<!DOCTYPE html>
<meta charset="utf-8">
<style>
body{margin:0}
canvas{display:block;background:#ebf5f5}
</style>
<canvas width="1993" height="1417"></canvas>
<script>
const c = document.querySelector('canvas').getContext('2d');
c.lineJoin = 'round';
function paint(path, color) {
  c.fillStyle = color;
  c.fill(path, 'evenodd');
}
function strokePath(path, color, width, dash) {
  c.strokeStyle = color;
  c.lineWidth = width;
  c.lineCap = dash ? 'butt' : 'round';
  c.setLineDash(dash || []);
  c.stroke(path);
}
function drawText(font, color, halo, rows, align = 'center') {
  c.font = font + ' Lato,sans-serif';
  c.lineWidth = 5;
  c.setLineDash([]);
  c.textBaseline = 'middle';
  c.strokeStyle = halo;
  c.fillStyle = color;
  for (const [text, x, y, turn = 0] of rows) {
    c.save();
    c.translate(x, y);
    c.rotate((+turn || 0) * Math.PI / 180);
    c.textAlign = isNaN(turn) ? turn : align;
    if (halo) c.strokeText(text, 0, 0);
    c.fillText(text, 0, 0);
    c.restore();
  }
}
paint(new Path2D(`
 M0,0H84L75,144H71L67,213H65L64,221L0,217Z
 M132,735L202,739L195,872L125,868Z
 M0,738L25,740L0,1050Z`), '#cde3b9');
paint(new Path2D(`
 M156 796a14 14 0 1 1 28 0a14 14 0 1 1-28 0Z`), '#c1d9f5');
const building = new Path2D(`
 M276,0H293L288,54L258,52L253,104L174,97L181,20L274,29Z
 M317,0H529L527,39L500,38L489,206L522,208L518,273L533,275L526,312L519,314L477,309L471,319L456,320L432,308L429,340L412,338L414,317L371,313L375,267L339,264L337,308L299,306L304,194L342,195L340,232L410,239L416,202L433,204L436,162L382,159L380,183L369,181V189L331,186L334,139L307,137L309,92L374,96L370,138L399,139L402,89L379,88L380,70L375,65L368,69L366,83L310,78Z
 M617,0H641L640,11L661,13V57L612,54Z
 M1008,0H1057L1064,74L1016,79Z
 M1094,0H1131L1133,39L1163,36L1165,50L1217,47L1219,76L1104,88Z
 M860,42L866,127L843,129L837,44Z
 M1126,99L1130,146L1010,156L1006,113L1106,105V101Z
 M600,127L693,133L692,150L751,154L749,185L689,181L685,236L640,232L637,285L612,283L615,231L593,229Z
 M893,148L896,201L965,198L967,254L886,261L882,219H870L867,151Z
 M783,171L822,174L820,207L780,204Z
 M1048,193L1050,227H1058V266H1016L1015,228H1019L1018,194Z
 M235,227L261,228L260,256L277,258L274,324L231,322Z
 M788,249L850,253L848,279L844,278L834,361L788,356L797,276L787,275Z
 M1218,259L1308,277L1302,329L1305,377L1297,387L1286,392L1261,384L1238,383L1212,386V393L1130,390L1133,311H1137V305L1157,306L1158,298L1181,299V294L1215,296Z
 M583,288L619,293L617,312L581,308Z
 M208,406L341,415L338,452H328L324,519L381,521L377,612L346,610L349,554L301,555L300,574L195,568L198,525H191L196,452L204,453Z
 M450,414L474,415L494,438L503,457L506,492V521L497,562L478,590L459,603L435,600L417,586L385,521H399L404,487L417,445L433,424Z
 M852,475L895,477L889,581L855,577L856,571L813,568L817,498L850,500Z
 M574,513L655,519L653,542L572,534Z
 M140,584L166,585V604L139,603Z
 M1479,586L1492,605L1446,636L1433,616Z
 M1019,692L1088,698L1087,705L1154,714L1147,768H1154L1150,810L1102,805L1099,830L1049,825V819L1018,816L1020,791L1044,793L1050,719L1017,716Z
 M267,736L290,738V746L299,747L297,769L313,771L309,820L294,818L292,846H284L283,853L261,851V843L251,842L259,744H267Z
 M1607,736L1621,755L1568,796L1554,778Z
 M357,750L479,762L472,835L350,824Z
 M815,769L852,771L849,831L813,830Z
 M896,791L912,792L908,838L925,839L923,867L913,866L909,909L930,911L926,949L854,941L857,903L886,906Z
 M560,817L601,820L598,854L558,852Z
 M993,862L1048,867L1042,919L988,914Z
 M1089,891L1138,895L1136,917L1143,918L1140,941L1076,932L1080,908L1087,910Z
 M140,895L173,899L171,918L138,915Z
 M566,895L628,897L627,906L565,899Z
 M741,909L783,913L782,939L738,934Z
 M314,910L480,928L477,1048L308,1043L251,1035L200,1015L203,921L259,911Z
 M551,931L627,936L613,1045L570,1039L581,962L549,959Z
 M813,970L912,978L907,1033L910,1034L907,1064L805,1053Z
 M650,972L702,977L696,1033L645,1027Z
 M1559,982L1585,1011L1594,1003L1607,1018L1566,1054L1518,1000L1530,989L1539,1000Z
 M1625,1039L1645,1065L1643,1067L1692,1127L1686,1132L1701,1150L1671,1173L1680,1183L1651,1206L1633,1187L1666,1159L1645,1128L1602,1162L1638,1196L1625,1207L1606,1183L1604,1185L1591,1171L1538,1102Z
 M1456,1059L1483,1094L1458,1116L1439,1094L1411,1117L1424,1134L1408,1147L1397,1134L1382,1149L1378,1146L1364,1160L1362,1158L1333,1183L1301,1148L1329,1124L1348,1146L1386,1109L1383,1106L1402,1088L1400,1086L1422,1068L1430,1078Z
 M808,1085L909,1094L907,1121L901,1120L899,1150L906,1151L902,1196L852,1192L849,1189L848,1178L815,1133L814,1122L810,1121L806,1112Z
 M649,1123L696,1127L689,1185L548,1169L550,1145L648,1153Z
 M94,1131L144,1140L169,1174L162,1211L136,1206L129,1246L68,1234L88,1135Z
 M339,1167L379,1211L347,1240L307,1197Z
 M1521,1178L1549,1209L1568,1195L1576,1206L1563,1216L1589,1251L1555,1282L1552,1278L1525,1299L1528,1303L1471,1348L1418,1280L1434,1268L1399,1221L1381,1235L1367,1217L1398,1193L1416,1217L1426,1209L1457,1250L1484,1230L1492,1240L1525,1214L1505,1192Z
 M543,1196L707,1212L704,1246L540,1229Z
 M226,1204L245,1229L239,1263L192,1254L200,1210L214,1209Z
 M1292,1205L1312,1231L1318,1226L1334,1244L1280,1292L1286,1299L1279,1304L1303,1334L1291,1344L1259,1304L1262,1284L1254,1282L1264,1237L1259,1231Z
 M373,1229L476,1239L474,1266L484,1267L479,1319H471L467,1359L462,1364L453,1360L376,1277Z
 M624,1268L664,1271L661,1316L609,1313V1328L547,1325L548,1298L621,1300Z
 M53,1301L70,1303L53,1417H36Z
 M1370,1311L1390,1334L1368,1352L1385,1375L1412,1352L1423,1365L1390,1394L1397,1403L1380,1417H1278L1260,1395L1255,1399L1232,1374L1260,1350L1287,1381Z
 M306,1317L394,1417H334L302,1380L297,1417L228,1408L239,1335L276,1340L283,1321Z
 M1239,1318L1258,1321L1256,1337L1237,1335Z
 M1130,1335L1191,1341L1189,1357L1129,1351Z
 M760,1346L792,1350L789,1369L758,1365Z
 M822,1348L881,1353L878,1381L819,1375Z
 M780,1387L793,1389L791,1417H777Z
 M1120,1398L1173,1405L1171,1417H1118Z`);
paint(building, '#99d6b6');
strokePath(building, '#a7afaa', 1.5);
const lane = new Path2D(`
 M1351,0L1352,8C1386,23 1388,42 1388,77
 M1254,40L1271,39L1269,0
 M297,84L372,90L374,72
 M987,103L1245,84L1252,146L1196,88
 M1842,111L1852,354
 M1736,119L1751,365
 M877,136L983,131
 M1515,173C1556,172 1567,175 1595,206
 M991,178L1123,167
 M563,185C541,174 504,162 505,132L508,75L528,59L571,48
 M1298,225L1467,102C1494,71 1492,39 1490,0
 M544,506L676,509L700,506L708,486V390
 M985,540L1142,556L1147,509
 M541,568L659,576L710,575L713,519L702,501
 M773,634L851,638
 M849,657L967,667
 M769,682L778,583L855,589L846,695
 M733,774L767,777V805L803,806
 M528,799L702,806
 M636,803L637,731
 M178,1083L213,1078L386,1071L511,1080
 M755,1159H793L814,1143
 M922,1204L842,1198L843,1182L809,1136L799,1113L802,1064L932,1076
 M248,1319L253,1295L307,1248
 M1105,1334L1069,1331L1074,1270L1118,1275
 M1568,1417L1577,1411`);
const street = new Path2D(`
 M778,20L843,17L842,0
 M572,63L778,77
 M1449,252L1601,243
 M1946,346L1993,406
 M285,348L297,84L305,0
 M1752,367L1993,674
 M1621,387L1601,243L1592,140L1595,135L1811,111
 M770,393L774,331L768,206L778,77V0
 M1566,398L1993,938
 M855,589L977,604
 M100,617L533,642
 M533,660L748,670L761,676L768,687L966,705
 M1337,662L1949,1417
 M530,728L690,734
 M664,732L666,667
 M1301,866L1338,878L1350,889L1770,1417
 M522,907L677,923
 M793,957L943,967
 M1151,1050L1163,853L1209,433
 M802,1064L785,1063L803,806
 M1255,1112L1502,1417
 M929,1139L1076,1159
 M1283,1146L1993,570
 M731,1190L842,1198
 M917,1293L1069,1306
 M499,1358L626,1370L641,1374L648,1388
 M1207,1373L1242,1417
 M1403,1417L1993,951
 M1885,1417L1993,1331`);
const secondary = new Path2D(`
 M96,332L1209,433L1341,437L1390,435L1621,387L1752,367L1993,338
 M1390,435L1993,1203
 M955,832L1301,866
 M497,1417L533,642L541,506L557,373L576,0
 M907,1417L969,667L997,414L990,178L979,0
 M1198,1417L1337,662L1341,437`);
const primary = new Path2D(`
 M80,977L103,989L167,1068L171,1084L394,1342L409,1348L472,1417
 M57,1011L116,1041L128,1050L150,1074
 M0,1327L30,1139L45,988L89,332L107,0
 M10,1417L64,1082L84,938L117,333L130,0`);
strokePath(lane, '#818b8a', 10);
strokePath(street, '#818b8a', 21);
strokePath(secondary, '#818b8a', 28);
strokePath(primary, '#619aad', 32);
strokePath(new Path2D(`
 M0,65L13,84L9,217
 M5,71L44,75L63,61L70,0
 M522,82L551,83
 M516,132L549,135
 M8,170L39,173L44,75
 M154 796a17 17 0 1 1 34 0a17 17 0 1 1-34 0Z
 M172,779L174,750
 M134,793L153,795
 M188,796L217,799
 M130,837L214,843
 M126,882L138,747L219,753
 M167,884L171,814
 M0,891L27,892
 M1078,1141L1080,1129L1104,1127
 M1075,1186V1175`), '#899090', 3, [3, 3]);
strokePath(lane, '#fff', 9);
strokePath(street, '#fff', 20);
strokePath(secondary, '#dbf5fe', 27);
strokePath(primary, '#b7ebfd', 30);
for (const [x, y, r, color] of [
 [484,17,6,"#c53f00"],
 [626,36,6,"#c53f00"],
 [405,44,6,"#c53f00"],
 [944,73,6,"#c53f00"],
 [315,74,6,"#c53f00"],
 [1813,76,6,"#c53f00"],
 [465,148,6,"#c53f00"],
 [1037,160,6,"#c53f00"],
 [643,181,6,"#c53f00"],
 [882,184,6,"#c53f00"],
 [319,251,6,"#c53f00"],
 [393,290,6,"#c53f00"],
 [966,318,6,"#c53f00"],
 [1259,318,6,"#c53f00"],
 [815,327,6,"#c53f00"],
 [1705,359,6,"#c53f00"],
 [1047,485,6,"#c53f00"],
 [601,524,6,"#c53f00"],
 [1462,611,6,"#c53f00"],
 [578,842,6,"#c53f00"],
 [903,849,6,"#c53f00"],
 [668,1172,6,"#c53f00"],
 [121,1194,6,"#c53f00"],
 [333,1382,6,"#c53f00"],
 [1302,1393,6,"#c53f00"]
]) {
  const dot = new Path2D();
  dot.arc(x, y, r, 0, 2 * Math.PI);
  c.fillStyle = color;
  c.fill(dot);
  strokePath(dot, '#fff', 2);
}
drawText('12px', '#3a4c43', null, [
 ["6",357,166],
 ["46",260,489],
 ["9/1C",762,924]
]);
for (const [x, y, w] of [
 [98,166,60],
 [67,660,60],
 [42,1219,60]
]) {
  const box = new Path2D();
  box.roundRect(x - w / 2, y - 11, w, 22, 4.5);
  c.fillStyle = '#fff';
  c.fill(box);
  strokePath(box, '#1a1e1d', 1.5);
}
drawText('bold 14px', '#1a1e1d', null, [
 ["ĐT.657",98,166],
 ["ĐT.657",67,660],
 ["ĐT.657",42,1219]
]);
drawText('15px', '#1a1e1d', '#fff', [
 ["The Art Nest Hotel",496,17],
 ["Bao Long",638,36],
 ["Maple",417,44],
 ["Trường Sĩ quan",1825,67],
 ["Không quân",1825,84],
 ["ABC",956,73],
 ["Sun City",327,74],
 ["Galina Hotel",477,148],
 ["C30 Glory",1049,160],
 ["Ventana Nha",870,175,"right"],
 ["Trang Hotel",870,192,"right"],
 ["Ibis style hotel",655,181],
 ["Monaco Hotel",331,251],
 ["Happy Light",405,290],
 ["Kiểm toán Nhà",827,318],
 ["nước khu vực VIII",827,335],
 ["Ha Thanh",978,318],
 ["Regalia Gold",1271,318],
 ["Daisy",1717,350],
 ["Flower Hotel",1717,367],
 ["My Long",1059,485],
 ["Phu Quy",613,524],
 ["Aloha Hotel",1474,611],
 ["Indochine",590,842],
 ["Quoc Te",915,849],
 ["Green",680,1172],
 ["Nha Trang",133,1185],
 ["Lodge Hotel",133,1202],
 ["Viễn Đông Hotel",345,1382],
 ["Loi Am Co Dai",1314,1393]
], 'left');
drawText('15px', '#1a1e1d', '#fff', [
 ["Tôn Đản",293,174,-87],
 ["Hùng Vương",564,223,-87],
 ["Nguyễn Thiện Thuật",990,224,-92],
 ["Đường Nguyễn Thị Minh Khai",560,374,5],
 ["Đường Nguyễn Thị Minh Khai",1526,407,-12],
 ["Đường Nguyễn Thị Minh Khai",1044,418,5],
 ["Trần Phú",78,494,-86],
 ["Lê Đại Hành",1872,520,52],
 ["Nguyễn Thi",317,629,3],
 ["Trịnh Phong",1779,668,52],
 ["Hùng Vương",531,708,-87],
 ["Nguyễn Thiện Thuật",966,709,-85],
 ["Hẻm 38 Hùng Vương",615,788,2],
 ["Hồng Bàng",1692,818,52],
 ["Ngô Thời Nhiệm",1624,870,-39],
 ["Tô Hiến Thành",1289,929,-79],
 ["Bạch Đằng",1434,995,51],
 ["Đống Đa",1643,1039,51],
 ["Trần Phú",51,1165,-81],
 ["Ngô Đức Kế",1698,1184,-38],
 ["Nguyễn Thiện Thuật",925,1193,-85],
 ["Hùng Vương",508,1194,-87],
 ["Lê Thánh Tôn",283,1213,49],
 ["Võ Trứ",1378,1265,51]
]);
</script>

[ABOUT THIS EXERCISE]: The range runs from the line with "M822,1348L881,1353L878,1381L819,1375Z" up to and including the line with "strokePath(lane, '#818b8a', 10);" in the listing above; please write out exactly those lines and nothing more.

[ANSWER TO THIS TASK]:
 M822,1348L881,1353L878,1381L819,1375Z
 M780,1387L793,1389L791,1417H777Z
 M1120,1398L1173,1405L1171,1417H1118Z`);
paint(building, '#99d6b6');
strokePath(building, '#a7afaa', 1.5);
const lane = new Path2D(`
 M1351,0L1352,8C1386,23 1388,42 1388,77
 M1254,40L1271,39L1269,0
 M297,84L372,90L374,72
 M987,103L1245,84L1252,146L1196,88
 M1842,111L1852,354
 M1736,119L1751,365
 M877,136L983,131
 M1515,173C1556,172 1567,175 1595,206
 M991,178L1123,167
 M563,185C541,174 504,162 505,132L508,75L528,59L571,48
 M1298,225L1467,102C1494,71 1492,39 1490,0
 M544,506L676,509L700,506L708,486V390
 M985,540L1142,556L1147,509
 M541,568L659,576L710,575L713,519L702,501
 M773,634L851,638
 M849,657L967,667
 M769,682L778,583L855,589L846,695
 M733,774L767,777V805L803,806
 M528,799L702,806
 M636,803L637,731
 M178,1083L213,1078L386,1071L511,1080
 M755,1159H793L814,1143
 M922,1204L842,1198L843,1182L809,1136L799,1113L802,1064L932,1076
 M248,1319L253,1295L307,1248
 M1105,1334L1069,1331L1074,1270L1118,1275
 M1568,1417L1577,1411`);
const street = new Path2D(`
 M778,20L843,17L842,0
 M572,63L778,77
 M1449,252L1601,243
 M1946,346L1993,406
 M285,348L297,84L305,0
 M1752,367L1993,674
 M1621,387L1601,243L1592,140L1595,135L1811,111
 M770,393L774,331L768,206L778,77V0
 M1566,398L1993,938
 M855,589L977,604
 M100,617L533,642
 M533,660L748,670L761,676L768,687L966,705
 M1337,662L1949,1417
 M530,728L690,734
 M664,732L666,667
 M1301,866L1338,878L1350,889L1770,1417
 M522,907L677,923
 M793,957L943,967
 M1151,1050L1163,853L1209,433
 M802,1064L785,1063L803,806
 M1255,1112L1502,1417
 M929,1139L1076,1159
 M1283,1146L1993,570
 M731,1190L842,1198
 M917,1293L1069,1306
 M499,1358L626,1370L641,1374L648,1388
 M1207,1373L1242,1417
 M1403,1417L1993,951
 M1885,1417L1993,1331`);
const secondary = new Path2D(`
 M96,332L1209,433L1341,437L1390,435L1621,387L1752,367L1993,338
 M1390,435L1993,1203
 M955,832L1301,866
 M497,1417L533,642L541,506L557,373L576,0
 M907,1417L969,667L997,414L990,178L979,0
 M1198,1417L1337,662L1341,437`);
const primary = new Path2D(`
 M80,977L103,989L167,1068L171,1084L394,1342L409,1348L472,1417
 M57,1011L116,1041L128,1050L150,1074
 M0,1327L30,1139L45,988L89,332L107,0
 M10,1417L64,1082L84,938L117,333L130,0`);
strokePath(lane, '#818b8a', 10);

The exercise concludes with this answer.